§ **What is expected**: How many lines in the records below contain the word "body"? Answer with the number and nothing else.

§ **Provided records**:
^^^^

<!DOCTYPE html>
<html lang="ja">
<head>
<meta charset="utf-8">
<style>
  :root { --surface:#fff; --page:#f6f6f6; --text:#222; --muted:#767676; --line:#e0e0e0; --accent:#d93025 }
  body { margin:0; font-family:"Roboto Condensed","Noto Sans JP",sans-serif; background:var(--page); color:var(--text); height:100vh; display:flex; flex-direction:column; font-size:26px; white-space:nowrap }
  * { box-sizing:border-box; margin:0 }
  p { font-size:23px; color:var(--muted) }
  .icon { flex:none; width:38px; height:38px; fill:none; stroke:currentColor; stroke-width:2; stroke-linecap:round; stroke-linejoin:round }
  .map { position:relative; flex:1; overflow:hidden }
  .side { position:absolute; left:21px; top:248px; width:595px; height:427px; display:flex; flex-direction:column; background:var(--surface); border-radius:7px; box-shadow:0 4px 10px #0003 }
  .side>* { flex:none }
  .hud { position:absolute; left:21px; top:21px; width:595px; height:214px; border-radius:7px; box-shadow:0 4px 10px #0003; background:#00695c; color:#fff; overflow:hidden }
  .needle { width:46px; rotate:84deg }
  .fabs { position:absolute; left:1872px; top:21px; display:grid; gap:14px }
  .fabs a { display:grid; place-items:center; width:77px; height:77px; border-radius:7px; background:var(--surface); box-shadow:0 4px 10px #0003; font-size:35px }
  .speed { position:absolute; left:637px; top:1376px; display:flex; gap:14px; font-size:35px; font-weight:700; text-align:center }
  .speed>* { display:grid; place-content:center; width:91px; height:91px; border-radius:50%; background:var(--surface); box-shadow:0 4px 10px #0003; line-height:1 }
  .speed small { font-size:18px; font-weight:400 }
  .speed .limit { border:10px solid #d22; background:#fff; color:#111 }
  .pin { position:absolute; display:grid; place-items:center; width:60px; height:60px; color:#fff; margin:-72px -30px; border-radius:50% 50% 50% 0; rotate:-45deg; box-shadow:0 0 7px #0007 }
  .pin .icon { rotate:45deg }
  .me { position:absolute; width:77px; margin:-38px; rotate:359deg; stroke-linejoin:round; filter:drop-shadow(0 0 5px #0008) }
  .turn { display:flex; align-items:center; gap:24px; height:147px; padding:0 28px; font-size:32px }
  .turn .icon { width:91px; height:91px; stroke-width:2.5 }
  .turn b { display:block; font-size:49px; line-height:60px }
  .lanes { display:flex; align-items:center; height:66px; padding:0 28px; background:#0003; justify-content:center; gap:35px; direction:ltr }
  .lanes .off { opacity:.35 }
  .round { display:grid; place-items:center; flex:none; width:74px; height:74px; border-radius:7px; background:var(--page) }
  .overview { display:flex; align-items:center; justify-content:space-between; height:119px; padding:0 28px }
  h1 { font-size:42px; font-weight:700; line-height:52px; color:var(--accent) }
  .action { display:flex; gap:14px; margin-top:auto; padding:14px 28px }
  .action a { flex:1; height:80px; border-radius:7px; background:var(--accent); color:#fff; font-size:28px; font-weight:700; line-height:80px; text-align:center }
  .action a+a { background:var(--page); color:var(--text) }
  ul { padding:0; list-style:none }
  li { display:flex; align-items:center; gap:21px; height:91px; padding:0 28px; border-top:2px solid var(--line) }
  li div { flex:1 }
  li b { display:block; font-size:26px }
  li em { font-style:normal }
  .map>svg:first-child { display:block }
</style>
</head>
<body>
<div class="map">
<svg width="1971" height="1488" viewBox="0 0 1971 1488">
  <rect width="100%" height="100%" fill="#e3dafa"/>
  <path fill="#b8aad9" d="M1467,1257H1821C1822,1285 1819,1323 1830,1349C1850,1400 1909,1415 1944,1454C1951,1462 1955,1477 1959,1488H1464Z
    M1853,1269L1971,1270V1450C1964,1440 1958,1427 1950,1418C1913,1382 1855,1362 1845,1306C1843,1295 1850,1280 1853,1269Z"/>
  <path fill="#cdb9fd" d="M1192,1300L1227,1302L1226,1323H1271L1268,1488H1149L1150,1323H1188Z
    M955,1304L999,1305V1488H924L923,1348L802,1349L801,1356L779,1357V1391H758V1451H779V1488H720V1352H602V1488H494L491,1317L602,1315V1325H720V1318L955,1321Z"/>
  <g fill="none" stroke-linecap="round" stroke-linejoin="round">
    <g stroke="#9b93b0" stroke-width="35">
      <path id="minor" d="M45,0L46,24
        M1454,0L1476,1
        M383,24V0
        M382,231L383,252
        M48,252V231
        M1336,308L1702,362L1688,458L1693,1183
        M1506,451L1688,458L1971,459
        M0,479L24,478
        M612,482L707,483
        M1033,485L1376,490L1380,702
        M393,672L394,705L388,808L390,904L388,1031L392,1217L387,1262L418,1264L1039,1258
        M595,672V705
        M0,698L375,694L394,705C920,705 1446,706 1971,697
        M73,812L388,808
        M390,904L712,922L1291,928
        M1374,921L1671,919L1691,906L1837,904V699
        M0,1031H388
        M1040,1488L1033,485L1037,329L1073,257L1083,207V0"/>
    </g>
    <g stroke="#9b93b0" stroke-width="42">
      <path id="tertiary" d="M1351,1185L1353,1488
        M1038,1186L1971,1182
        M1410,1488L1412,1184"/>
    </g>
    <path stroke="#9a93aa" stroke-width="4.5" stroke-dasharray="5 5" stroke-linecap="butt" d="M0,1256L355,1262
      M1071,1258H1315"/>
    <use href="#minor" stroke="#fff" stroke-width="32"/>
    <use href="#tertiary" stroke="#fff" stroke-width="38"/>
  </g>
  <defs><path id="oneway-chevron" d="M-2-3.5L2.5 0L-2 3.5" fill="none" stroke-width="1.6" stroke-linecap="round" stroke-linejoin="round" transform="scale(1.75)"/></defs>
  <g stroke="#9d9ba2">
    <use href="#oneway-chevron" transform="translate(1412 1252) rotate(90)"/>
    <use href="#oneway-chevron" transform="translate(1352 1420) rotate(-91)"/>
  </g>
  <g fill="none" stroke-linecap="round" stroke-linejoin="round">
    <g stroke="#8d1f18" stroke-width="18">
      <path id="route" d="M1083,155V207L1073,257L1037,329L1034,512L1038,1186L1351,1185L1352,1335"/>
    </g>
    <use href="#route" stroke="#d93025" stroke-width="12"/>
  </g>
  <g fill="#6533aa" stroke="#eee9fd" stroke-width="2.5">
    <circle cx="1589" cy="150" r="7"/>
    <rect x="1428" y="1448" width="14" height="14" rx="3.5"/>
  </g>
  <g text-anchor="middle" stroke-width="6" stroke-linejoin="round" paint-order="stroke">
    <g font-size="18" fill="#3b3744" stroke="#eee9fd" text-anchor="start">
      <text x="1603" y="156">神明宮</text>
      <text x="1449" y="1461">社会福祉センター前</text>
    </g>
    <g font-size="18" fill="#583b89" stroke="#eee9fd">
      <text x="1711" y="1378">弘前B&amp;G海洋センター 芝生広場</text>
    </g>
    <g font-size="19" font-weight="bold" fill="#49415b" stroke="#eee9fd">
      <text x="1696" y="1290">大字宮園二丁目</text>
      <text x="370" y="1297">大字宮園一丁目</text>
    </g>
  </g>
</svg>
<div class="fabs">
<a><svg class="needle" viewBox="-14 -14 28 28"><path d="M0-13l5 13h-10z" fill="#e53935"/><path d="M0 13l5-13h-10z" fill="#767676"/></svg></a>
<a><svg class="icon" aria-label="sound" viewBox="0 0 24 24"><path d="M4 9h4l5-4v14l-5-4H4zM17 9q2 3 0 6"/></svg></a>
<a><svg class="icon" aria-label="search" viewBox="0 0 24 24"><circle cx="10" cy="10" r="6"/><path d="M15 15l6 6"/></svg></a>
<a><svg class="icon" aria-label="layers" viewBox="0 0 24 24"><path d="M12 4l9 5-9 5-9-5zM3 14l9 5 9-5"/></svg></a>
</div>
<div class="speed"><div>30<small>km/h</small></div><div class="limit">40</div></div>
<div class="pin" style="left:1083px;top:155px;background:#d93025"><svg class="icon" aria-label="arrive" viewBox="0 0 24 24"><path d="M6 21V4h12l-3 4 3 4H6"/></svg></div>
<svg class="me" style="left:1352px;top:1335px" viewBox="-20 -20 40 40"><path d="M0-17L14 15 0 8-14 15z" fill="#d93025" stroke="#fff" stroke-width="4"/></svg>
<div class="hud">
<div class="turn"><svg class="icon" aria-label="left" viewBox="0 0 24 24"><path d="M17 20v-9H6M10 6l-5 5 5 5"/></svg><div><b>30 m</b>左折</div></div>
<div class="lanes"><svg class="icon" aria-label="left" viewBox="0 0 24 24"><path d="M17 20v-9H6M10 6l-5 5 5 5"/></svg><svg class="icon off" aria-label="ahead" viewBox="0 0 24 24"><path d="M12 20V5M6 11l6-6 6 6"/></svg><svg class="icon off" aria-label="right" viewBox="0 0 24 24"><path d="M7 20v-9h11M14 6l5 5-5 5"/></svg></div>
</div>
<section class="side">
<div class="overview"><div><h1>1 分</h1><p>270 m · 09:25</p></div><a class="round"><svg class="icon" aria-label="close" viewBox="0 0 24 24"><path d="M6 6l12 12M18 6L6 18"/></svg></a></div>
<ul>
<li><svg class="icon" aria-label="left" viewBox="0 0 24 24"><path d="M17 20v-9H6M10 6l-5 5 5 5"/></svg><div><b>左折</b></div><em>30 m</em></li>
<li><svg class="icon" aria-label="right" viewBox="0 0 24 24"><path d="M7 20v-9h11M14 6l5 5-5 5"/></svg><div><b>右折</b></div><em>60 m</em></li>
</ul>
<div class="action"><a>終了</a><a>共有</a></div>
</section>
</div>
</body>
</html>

^^^^

§ **Completed exercise**: 3